*** RECORDS FOR PROCESSING ***

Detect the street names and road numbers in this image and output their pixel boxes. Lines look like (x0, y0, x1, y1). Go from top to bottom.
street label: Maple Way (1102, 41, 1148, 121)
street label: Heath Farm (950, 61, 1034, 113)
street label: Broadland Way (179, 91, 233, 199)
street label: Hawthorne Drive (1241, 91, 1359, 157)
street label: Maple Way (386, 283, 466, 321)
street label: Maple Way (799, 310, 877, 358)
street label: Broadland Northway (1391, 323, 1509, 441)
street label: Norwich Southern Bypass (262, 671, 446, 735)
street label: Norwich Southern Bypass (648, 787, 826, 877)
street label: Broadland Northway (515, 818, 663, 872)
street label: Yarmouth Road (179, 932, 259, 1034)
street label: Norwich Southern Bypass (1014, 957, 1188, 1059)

*** End of RECORDS FOR PROCESSING ***

Copy out all of the records, keeping every line identical.

Detect the street names and road numbers in this image and output their pixel boxes. Lines look like (x0, y0, x1, y1). Go from top to bottom.
street label: Maple Way (1102, 41, 1148, 121)
street label: Heath Farm (950, 61, 1034, 113)
street label: Broadland Way (179, 91, 233, 199)
street label: Hawthorne Drive (1241, 91, 1359, 157)
street label: Maple Way (386, 283, 466, 321)
street label: Maple Way (799, 310, 877, 358)
street label: Broadland Northway (1391, 323, 1509, 441)
street label: Norwich Southern Bypass (262, 671, 446, 735)
street label: Norwich Southern Bypass (648, 787, 826, 877)
street label: Broadland Northway (515, 818, 663, 872)
street label: Yarmouth Road (179, 932, 259, 1034)
street label: Norwich Southern Bypass (1014, 957, 1188, 1059)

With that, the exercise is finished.